Beide wurden wegen Mordes im Fall Schleyer und Ponto rechtskräftig zu lebenslangem Gefängnis verurteilt. Speitel befindet sich seit 1978, Boock seit 1981 in Haft. Ihr Gnadengesuch begründet sich auf ihre Einsicht, daß diese Morde schwere Fehler gewesen seien. Sie machten auch glaubhaft, dem Terrorismus abgeschworen zu haben.

Das Gnadenrecht des deutschen Bundespräsidenten ist im Artikel 60 Absatz 2 Grundgesetz geregelt und bezieht sich nur auf jene Urteile, die in erster Instanz von einem Bundesgericht oder von ihm beauftragten Landesgericht gefällt wurden.

In Deutschland ist die Rechtspflege Landessache, nur bestimmte Straftaten (etwa Landesverrat oder Terrorismus) werden von Bundes wegen behandelt. Erstaunlich dabei ist im Unterschied zu Österreich die verfassungsrechtliche Stellung des deutschen Bundespräsidenten, der ansonsten sehr geringe Befugnisse besitzt. Er übt das Gnadenrecht ohne vorherigen Vorschlag aus, lediglich nach Artikel 58 hat der zuständige Justizminister gegenzuzeichnen.

In Österreich hat der Bundespräsident nach Bundesverfassungsgesetz Artikel 65 Absatz 2 lit. c ebenfalls das Begnadigungsrecht, jedoch ist er diesbezüglich gemäß Artikel 67 Absatz 2 an den Vorschlag des Justizministers gebunden.

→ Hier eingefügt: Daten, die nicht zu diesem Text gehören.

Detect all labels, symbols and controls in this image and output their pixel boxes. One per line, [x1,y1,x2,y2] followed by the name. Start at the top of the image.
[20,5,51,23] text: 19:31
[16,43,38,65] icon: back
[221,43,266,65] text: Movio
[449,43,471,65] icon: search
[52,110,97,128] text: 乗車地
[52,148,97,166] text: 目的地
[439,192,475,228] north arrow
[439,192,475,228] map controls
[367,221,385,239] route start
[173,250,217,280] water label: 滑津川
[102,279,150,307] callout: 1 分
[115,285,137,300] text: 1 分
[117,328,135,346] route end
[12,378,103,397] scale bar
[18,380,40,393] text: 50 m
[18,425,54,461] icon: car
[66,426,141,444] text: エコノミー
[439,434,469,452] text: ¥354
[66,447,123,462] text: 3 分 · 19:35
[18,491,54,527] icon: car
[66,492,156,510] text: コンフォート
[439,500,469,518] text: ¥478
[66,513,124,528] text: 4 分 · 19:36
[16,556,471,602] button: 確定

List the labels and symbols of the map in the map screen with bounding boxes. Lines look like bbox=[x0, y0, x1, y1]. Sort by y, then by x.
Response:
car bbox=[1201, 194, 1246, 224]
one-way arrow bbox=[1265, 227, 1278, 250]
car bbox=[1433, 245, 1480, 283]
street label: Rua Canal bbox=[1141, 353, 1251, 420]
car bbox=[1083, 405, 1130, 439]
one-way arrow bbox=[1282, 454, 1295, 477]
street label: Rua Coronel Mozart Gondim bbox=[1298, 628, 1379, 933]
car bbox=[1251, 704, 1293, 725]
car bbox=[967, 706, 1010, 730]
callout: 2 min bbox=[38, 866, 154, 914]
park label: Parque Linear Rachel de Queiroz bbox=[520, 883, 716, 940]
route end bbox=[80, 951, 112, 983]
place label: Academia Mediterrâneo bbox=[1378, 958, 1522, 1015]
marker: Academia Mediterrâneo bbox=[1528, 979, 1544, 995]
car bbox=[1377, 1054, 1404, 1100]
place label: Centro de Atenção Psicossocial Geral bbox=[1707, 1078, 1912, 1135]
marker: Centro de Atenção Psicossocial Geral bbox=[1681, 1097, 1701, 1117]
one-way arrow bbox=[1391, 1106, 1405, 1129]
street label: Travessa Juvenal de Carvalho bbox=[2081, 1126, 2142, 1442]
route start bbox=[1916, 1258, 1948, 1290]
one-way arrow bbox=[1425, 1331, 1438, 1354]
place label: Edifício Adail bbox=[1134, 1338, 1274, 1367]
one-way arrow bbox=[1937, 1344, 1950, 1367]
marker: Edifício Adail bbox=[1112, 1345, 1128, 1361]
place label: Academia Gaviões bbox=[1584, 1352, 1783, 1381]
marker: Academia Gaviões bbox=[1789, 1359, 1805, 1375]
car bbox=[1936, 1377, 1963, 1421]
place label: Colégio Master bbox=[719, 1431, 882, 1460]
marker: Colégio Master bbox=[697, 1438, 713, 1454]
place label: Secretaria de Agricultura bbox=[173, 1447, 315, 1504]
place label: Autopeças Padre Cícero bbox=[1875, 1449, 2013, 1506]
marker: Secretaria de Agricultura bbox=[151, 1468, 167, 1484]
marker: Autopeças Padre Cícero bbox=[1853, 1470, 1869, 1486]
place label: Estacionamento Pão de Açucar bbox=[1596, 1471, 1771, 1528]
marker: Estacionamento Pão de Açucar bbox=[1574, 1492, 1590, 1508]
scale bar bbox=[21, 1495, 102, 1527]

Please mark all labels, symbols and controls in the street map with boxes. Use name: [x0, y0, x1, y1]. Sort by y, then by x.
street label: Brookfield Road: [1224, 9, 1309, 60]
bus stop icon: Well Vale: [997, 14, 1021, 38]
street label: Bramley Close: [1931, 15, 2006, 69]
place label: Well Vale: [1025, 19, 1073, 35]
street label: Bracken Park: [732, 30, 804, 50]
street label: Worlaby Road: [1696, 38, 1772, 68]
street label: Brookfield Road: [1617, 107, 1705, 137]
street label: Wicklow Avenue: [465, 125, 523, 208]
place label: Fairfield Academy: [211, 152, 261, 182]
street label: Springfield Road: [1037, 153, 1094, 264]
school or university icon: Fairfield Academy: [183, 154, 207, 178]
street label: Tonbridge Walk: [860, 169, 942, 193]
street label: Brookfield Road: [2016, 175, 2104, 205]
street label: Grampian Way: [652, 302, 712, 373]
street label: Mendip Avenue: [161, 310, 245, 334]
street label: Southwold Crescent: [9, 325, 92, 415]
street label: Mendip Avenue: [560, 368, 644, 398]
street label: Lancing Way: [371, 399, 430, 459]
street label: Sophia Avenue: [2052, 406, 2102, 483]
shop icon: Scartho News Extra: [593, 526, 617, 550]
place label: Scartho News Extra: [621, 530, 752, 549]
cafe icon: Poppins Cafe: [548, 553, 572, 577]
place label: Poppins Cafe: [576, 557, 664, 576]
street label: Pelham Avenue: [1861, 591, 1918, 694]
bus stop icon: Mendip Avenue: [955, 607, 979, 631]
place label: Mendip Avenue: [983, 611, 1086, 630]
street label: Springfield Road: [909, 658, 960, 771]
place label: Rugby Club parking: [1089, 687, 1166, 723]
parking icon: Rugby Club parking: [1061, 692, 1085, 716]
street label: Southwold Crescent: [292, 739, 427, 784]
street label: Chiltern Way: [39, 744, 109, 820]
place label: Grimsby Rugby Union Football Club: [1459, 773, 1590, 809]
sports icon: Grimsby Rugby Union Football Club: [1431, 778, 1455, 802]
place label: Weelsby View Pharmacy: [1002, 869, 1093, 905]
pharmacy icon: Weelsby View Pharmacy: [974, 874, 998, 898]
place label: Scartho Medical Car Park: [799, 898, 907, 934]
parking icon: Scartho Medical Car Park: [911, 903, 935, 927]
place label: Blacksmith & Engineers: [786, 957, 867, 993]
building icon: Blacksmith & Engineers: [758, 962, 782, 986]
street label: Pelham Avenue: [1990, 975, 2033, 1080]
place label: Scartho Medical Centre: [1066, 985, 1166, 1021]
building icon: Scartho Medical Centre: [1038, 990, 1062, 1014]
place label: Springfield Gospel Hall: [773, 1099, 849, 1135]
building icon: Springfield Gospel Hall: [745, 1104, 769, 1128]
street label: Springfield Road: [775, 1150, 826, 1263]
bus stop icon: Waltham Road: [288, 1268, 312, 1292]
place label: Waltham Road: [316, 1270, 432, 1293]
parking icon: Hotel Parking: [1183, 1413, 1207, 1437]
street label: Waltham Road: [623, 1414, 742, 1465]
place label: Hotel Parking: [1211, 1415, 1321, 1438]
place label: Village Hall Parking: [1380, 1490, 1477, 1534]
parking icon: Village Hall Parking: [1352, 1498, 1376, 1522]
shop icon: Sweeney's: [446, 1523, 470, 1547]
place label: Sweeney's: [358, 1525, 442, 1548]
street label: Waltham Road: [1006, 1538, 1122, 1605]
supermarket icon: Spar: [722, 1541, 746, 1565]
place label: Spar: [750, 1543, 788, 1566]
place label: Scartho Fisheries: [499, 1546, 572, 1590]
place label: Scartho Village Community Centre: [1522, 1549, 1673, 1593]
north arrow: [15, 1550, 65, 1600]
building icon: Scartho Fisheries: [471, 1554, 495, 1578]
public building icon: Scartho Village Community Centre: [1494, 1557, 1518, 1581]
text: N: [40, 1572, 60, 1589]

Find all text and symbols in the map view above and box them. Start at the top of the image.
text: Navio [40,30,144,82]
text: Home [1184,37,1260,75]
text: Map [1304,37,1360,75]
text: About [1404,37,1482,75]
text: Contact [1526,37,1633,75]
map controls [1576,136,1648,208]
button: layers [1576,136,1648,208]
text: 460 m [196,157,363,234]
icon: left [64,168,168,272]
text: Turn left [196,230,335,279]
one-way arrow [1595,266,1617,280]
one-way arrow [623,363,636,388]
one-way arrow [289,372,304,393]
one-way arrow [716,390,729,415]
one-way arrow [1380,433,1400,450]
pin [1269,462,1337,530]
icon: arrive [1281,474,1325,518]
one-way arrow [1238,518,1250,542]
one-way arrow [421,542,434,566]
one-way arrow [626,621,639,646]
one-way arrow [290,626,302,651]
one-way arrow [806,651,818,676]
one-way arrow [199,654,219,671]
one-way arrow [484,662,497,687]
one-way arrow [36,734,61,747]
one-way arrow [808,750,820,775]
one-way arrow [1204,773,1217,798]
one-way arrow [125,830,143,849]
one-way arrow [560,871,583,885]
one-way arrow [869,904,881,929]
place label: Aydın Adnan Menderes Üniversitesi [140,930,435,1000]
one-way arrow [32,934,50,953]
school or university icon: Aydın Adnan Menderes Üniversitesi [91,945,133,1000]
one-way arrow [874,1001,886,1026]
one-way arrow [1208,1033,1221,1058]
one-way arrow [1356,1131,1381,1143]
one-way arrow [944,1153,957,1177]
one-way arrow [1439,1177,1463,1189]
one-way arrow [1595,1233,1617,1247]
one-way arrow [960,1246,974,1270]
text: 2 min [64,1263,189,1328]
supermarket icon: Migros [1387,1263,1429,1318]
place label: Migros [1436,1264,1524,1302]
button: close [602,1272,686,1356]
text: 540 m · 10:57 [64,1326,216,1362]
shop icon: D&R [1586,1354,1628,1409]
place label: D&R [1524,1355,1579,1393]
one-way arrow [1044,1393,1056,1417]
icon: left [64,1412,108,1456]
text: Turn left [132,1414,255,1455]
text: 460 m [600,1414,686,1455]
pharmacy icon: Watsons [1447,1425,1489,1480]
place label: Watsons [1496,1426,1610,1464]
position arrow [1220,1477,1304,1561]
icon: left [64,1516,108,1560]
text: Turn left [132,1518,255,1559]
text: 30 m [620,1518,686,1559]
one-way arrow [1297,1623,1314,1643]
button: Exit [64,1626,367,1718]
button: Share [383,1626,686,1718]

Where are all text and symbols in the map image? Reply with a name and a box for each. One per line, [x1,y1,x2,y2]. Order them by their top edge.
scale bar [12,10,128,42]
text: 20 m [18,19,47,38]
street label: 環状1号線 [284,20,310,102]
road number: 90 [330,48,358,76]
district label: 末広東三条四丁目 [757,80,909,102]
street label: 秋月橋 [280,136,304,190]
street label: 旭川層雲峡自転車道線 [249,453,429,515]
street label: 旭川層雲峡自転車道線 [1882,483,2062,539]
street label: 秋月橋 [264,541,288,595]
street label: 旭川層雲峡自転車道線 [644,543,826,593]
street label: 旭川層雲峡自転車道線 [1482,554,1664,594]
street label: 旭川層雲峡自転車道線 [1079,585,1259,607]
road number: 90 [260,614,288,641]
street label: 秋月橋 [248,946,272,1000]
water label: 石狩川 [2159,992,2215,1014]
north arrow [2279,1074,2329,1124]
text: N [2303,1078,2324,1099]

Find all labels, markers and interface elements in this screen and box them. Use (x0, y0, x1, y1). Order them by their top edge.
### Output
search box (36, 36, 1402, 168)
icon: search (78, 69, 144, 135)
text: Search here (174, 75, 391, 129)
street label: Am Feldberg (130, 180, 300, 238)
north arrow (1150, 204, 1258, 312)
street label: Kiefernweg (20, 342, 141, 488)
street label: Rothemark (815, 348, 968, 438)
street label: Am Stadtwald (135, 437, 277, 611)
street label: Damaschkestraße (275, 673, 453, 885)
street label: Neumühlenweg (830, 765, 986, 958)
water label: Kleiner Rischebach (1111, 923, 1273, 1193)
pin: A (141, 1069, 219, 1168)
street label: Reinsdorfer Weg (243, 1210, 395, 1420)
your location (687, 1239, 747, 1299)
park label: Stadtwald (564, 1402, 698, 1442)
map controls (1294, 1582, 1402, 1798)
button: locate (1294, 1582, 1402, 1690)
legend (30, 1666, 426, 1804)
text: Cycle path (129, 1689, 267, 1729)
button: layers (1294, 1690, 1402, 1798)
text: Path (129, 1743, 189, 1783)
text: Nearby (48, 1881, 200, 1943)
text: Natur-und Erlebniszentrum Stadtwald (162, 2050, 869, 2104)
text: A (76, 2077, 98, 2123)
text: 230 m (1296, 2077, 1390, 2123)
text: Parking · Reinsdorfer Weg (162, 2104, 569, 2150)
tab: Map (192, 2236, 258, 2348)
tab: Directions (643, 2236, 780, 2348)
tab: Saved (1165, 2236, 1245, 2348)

Während also in Österreich über Für und Wider einer Begnadigung der Justizminister abzuwägen hat und bei positiver Erkenntnis dem Bundespräsident die Begnadigung vorschlägt (die er ablehnen kann), liegen in der Bundesrepublik die Dinge umgekehrt. Hier ist der Bundespräsident der Agierende und der Bundesjustizminister der Reagierende.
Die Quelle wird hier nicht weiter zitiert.